I am thinking about creating an open source data management web application for various types of data.
A privileged user must be able to
- add new entity types (for example a 'user' or a 'family')
- add new properties to entity types (for example 'gender' to 'user')
- remove/modify entities and properties
These will be common tasks for the privileged user. He will do this through the web interface of the application. In the end, all data must be searchable and sortable by all types of users of the application. Two questions trouble me:
a) How should the data be stored in the database? Should I dynamically add/remove database tables and/or columns during runtime?
I am no database expert. I am stuck with the imagination that in terms of relational databases, the application has to be able to dynamically add/remove tables (entities) and/or columns (properties) at runtime. And I don't like this idea.
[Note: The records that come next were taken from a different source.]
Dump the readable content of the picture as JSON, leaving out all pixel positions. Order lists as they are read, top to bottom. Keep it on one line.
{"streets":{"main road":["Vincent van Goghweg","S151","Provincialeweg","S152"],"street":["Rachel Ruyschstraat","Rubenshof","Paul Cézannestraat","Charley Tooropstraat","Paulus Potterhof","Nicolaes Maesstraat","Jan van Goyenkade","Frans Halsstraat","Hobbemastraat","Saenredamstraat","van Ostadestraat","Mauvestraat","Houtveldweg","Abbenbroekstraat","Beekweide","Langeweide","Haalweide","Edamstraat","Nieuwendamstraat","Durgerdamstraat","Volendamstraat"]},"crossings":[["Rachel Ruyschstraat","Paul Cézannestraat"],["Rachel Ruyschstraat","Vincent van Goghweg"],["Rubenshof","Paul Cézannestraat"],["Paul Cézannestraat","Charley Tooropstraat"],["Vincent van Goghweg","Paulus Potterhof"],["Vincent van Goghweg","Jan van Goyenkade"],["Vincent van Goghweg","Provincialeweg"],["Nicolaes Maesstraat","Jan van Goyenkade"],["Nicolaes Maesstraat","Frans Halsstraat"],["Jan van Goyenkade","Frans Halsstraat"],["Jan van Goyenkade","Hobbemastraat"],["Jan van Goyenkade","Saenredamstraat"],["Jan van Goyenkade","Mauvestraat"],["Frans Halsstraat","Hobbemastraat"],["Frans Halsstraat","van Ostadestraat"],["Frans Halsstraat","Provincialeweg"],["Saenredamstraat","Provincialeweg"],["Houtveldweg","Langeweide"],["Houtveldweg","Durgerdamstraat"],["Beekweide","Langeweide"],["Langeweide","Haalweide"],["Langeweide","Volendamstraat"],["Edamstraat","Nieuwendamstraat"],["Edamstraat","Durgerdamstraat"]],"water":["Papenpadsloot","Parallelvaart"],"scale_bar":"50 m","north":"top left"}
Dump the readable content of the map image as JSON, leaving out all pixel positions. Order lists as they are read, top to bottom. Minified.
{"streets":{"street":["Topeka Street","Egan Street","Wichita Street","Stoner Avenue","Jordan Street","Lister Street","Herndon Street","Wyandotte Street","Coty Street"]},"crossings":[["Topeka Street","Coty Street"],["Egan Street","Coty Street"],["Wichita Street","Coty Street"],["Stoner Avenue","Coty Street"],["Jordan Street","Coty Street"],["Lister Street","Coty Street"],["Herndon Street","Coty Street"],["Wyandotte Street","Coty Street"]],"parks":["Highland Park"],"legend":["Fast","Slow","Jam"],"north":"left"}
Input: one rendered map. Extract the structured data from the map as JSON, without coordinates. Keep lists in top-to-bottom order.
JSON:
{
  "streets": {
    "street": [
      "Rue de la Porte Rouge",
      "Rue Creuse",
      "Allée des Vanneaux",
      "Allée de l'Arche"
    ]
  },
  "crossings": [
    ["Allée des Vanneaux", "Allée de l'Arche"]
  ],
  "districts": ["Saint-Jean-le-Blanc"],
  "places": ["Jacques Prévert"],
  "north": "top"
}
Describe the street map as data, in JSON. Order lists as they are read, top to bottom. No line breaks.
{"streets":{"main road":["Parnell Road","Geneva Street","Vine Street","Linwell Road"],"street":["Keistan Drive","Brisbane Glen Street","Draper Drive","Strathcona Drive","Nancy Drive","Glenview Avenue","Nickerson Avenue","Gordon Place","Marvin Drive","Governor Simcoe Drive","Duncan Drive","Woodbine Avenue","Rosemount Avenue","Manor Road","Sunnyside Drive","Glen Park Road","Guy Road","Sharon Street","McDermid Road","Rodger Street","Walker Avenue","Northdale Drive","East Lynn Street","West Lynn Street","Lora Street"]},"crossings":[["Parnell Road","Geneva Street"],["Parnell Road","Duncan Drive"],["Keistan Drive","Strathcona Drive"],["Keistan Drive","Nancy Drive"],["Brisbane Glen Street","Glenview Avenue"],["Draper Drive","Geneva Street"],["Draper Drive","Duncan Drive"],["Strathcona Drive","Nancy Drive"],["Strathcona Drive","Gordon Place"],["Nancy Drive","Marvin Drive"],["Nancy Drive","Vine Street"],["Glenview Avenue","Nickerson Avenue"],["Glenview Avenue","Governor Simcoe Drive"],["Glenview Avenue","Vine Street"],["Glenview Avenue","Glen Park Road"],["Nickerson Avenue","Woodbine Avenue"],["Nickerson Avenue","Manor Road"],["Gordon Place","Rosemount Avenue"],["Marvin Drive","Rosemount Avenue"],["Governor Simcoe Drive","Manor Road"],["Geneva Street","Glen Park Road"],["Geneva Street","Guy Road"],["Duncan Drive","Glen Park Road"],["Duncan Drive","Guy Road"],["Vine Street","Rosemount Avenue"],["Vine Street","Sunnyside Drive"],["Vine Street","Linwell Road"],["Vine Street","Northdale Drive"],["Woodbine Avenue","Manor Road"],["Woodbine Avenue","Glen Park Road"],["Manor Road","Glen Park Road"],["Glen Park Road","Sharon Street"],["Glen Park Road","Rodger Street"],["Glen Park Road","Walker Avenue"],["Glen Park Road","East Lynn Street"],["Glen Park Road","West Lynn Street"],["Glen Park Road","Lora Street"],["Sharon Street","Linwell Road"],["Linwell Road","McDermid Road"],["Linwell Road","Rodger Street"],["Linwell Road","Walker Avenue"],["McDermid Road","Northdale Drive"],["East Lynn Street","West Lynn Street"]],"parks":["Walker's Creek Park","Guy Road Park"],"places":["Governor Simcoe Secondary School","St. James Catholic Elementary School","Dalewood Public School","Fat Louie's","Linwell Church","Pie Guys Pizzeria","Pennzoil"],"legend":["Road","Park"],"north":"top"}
Likewise, I am thinking if such dynamic data should be handled in a NoSQL database.
Anyway, I believe that this kind of problem has an intelligent canonical solution, which I just did not find and think of so far. What is the best approach for this kind of dynamic data management?
b) How to implement this in Python using an ORM or NoSQL?
If you recommend using a relational database model, then I would like to use SQLAlchemy. However, I don't see how to dynamically create tables/columns with an ORM at runtime. This is one of the reasons why I hope that there is a much better approach than creating tables and columns during runtime. Is the recommended database model efficiently implementable with SQLAlchemy?
If you recommend using a NoSQL database, which one? I like using Redis -- can you imagine an efficient implementation based on Redis?
Thanks for your suggestions!
Edit in response to some comments:
The idea is that all instances ("rows") of a certain entity ("table") share the same set of properties/attributes ("columns"). However, it will be perfectly valid if certain instances have an empty value for certain properties/attributes.
Basically, users will search the data through a simple form on a website. They query for e.g. all instances of an entity E with property P having a value V higher than T. The result can be sorted by the value of any property.
The datasets won't become too large. Hence, I think even the stupidest approach would still lead to a working system. However, I am an enthusiast and I'd like to apply modern and appropriate technology as well as I'd like to be aware of theoretical bottlenecks. I want to use this project in order to gather experience in designing a "Pythonic", state-of-the-art, scalable, and reliable web application.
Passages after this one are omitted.